Sword Master made his American comics debut in War of the Realms: New Agents of Atlas by writer Greg Pak and artist Gang Hyuk Lim before starring in his own solo series, titled Sword Master, written by Pak and illustrated by Ario Anindito. The Sword Master series also featured republications of the Warriors of Three Sovereigns series Lin debuted in, with translations done by Pak. Sword Master would continue to have regular appearances in Agents of Atlas.

In 2022, Lin Lie made his debut as Iron Fist in a five-issue miniseries written by Alyssa Wong and illustrated by Michael YG and Sean Chen; his Iron Fist costume was designed by Jim Cheung. While promoting the series, Wong acknowledged the controversy surrounding Iron Fist's race and stated that making the new Iron Fist Asian was an important step for diversity. Wong nevertheless stressed that the series would build upon Danny Rand's history and legacy instead of replacing it. The miniseries was followed up with the one-shot A.X.E.: Iron Fist #1 as part of the A.X.E.: Judgment Day crossover event.

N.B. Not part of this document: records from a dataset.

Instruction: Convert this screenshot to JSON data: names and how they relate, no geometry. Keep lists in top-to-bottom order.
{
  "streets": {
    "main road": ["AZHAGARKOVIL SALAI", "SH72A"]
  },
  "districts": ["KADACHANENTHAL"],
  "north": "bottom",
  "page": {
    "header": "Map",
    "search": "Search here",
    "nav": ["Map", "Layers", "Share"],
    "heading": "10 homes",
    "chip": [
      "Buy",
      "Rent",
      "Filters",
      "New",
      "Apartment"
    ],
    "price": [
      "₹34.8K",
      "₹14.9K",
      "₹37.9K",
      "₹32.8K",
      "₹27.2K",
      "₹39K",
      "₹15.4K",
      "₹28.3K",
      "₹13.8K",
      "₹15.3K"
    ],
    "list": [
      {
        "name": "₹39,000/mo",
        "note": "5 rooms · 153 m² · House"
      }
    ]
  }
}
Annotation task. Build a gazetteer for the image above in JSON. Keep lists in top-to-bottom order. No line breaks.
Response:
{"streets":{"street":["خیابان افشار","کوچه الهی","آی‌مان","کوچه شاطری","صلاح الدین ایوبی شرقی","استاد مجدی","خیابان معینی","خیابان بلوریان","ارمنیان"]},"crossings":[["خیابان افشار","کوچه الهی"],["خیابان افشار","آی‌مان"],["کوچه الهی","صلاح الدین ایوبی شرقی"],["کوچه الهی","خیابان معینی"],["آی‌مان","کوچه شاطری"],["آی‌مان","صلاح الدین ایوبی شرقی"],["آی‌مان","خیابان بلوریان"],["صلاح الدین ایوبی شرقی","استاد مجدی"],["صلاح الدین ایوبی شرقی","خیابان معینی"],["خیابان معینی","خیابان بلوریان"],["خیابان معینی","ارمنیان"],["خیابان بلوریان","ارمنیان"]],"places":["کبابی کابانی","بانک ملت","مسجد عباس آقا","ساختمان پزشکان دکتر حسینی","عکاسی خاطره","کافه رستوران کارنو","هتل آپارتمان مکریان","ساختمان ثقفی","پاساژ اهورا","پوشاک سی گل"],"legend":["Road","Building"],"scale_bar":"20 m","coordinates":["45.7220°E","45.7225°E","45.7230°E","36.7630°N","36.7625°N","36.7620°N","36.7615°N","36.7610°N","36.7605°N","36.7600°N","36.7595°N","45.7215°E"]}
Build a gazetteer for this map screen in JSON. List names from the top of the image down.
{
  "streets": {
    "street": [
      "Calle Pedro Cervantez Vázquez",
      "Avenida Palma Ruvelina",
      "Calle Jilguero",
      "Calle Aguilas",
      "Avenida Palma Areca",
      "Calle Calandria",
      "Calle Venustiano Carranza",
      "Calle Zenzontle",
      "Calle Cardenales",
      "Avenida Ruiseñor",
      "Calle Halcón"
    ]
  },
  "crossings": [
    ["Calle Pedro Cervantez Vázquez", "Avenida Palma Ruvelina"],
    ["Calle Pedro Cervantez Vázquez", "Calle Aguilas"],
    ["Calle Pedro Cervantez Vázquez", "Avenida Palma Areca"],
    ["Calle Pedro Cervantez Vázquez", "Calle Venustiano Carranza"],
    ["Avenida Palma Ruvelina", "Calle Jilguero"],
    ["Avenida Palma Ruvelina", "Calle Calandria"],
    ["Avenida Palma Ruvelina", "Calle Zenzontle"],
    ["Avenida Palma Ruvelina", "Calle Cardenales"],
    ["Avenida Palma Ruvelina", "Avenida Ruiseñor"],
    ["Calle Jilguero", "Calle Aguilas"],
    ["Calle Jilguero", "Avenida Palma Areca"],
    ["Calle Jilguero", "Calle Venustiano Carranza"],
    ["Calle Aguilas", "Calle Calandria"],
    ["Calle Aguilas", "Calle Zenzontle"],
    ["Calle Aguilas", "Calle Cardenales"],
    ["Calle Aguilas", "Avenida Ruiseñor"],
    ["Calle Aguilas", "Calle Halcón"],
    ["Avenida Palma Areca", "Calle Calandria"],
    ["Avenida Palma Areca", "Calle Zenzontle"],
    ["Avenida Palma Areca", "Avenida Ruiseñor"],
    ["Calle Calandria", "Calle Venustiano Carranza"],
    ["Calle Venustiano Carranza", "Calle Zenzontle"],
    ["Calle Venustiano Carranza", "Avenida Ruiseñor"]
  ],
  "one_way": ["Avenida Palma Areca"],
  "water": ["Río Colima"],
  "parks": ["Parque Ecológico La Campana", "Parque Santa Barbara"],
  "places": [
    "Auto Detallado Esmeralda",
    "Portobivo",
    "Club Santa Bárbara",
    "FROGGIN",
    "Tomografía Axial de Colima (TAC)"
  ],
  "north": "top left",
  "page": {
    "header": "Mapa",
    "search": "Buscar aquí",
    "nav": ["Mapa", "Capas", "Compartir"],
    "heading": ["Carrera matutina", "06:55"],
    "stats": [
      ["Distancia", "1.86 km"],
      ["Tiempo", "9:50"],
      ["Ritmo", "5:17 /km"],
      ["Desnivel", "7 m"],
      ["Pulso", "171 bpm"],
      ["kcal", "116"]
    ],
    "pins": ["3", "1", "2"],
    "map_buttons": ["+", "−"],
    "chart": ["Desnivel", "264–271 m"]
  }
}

In May 2023, to celebrate Asian American and Pacific Islander Heritage Month, Lin starred in a backup story in Daredevil Vol. 7 #11, written by Jason Loo and drawn by Lynne Yoshii, with an AAPI Heritage Month Variant Cover featuring Iron Fist drawn by artist InHyuk Lee.

In August 2024, Lin was featured in a one-shot commemorating the 50th anniversary of Iron Fist, with Wong returning as writer and Von Randal illustrating.

In February 2026, Lin starred in Deadly Hands of K'un-Lun, a five-issue limited series written by Yifan Jiang and illustrated by Paco Medina.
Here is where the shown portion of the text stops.